4.10.2006

I want culture. I want to go to a ballet, or the opera, or a really great play. Well, I live in a major metropolitan area, so that should be easy, right? Well, a quick scan of the ads really doesn't inspire me. I should live in Europe, where there are heaps of ballet and opera companies, instead of one of each here. Well, one major company of each. Whine, whine, whine. Hell, even NYC would do it. It's that Sunday night feeling that creeps in when you're least expecting it. Maybe I'll go to the Art Institute this week. That's cultured, to say the least. I take so little advantage of all of the artistic opportunities available in the city. I've never been to the Goodman, for example, and I haven't been to a museum in town in years. I need something to recharge my artistic battery. Maybe I'll buy a copy of Einstein's Dreams and finally hang onto it for myself.
There's knitting, I suppose. I got bored on the train home the other day and actually read the general instructions at the front of one of my Colinette pattern books. It was very interesting. They advise going up a needle size for circular needles. Maybe I've been doing this unconsciously, since I generally swatch a size larger than the pattern specifies to start. I have a tight gauge, though nowhere near as tight as it used to be! Since I knit nearly all of my projects on circular needles these days, I'm surprised that I hadn't come across this bit of advice before. Maybe it's a Welsh knitting secret, or just so obvious to everyone but me that no one's mentioned it. Hmm. What the general advice should state is that Colinette yarns are dangerously addictive, especially to American knitters who are unfairly dependent upon the whims of the yarn's greedy importers. I've heard that it's hard to come by in the UK, since they export most of their stock, but I've resolved only to order it from there. I bought another Colinette pattern book (total now two) when I was at the young hip knitting shop. This was largely inspired by the shop model of a ribbed cardigan in Giotto, the yarn of my current project. As though I need another project in the lineup. Oh, about that current project. I detest knitting sleeves, but nearly all of my sweaters have them, so I am soldiering on through a pair of sleeves now. I had a little yardage freak-out and ordered another ball, but suspect that it may not be necessary. Well, better too much than too little.

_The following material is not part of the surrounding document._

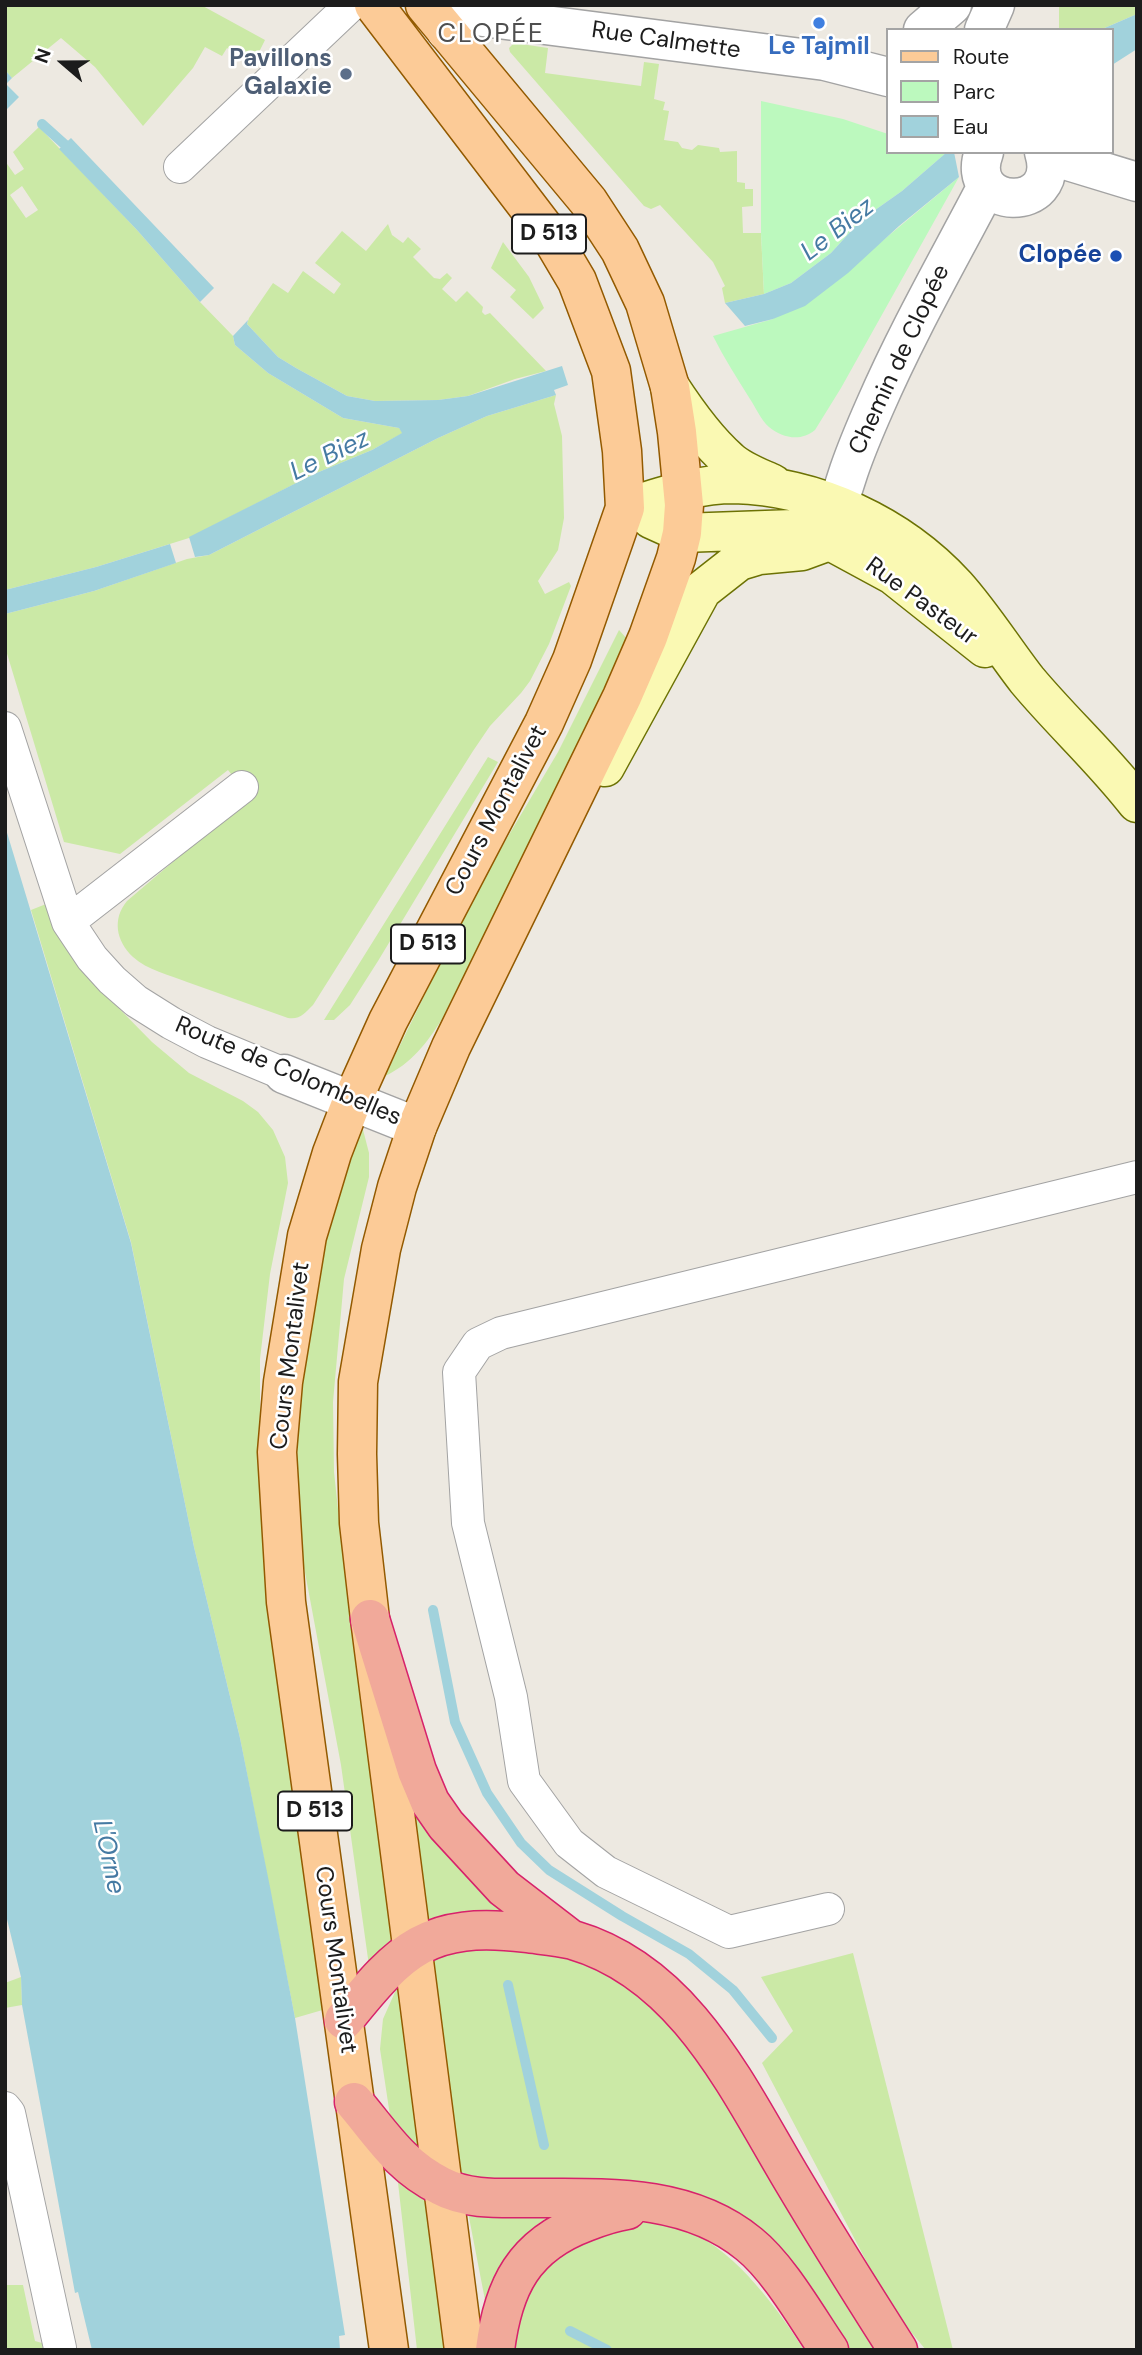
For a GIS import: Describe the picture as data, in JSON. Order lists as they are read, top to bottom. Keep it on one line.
{"streets":{"main road":["D 513","Rue Pasteur","Cours Montalivet"],"street":["Rue Calmette","Chemin de Clopée","Route de Colombelles"]},"crossings":[["Rue Calmette","D 513"],["D 513","Rue Pasteur"],["D 513","Cours Montalivet"],["D 513","Route de Colombelles"],["Chemin de Clopée","Rue Pasteur"],["Rue Pasteur","Cours Montalivet"],["Cours Montalivet","Route de Colombelles"]],"districts":["CLOPÉE"],"water":["Le Biez","L'Orne"],"places":["Le Tajmil","Pavillons Galaxie","Clopée"],"legend":["Route","Parc","Eau"],"north":"left"}
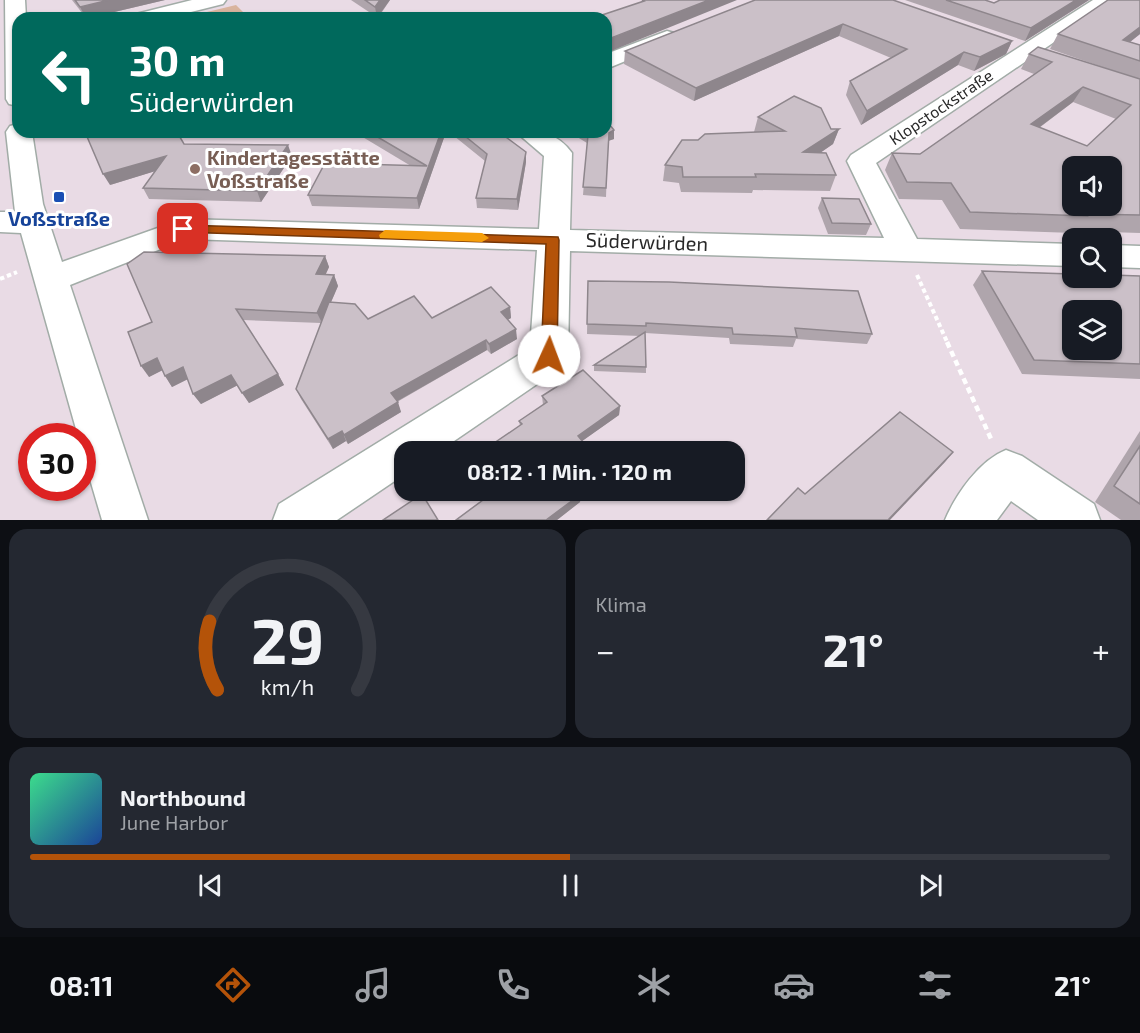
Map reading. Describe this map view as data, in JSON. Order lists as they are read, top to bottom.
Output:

Today, I was sitting at a high counter in the window of a coffee shop on Michigan Avenue. Yes, I've absorbed enough café culture to want to be near the window when possible. So, there I was, perched over a panini when a woman whizzed past on a Segway. Well, maybe whizzed isn't the correct word, since I think they move at a brisk walking pace at best. The Chicago Police Department has outfitted some of their beat cops with Segways, which amuses me to no end. Beat cops not actually walking their beat---blasphemy! Are they for low speed chases? It's just so absurd to see them scooting around dispensing parking tickets in the Loop. This woman, however, was not a cop, but wearing a tweed coat and carrying an expensive-looking purse. She was nonchalantly moving under borrowed power. I guess she caught my eye because she was at eye level with me as I sat at the counter. Very weird. Segways are the rickshaw of the 21st century, for rich people who are too damn lazy to walk anywhere. She was in her late twenties, too.
Chicago is a weird place somedays. Other days, fantastic. It's supposed to be spring now and the weather is almost coöperating. Lovely to look at today, but there was a sneaky cold wind blowing. I was fooled by that warm week at the beginning of March. There was even a warm day when the wind blew the sweet aroma of the chocolate factories of the Gallery District into the Loop. Such a warm, enticing scent.